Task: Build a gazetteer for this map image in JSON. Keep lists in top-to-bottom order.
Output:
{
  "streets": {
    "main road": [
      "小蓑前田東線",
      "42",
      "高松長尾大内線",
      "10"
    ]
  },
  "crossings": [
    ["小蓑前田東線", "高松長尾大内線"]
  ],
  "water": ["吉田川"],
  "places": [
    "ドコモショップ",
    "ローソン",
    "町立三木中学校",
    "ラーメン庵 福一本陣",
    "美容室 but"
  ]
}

==

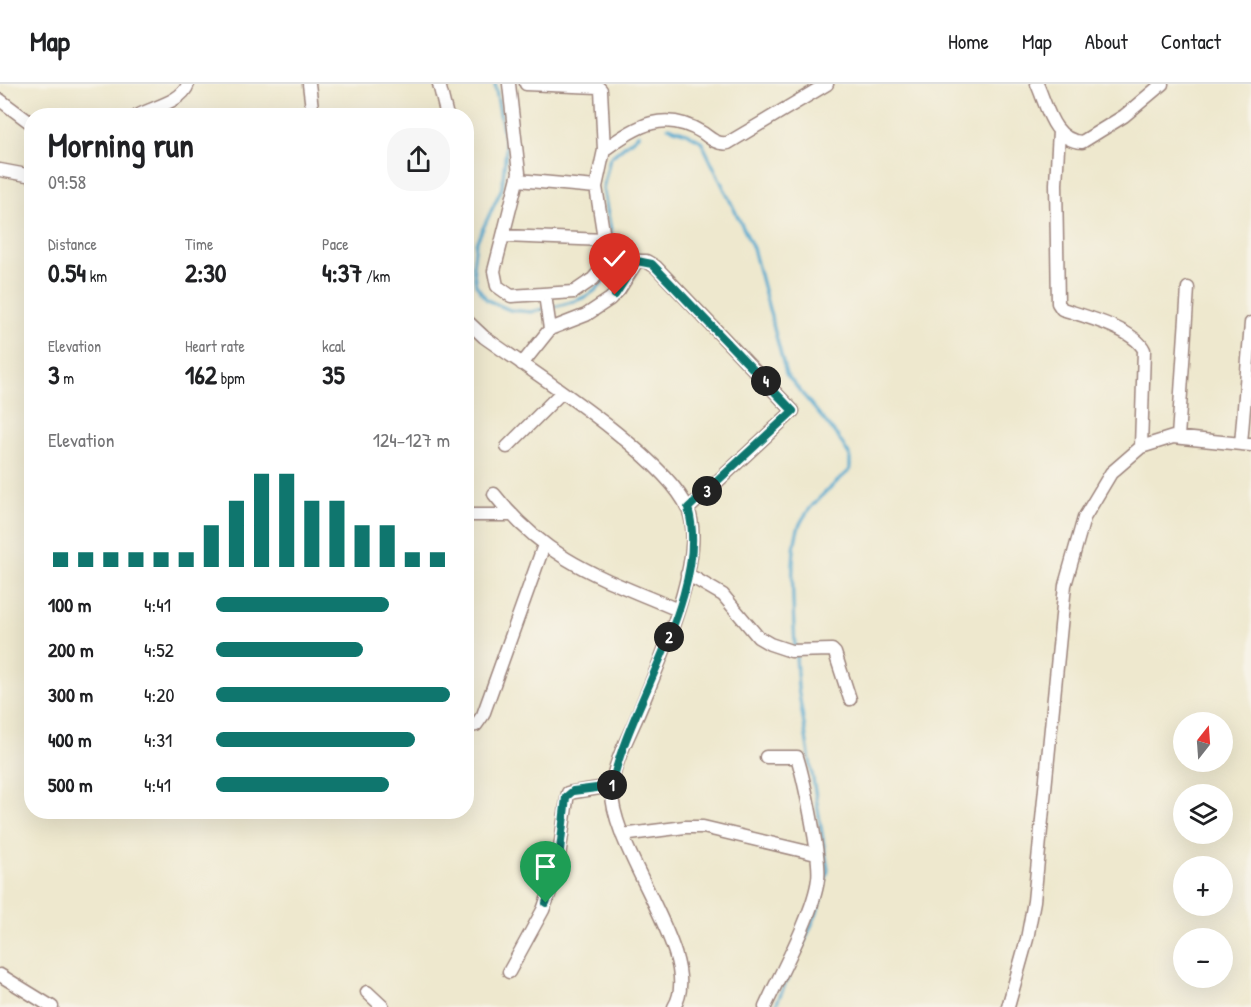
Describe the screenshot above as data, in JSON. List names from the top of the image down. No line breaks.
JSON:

* * *

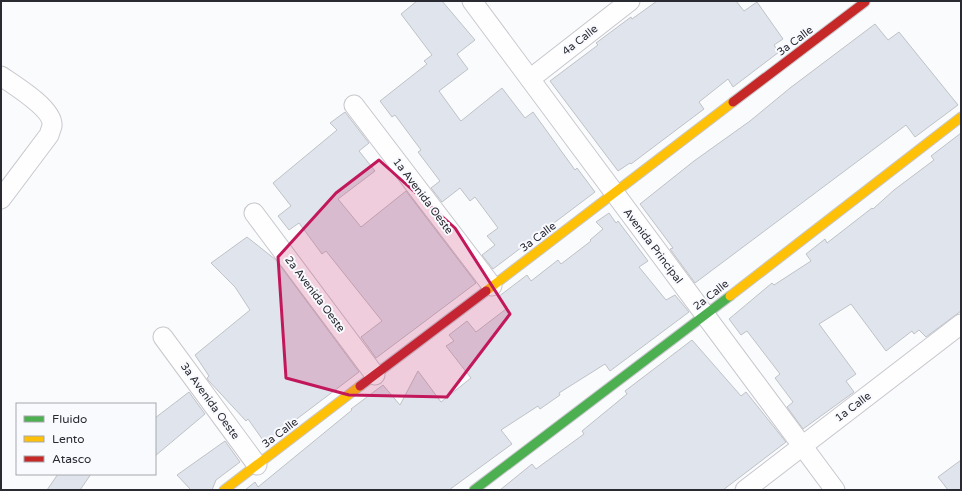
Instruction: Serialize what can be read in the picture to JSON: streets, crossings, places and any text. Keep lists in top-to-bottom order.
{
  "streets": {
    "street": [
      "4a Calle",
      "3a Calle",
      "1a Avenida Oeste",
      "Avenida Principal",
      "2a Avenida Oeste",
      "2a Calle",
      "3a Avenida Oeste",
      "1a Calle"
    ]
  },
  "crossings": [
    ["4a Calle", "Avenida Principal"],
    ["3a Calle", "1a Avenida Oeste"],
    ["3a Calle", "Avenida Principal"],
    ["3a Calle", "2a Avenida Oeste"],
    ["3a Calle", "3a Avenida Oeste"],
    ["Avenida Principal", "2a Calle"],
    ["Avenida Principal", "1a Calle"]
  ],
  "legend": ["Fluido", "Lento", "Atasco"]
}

* **Problem requirements**:
Say, as a number only, how many lines of the data contain "image".

* **Result of the exercise**:
2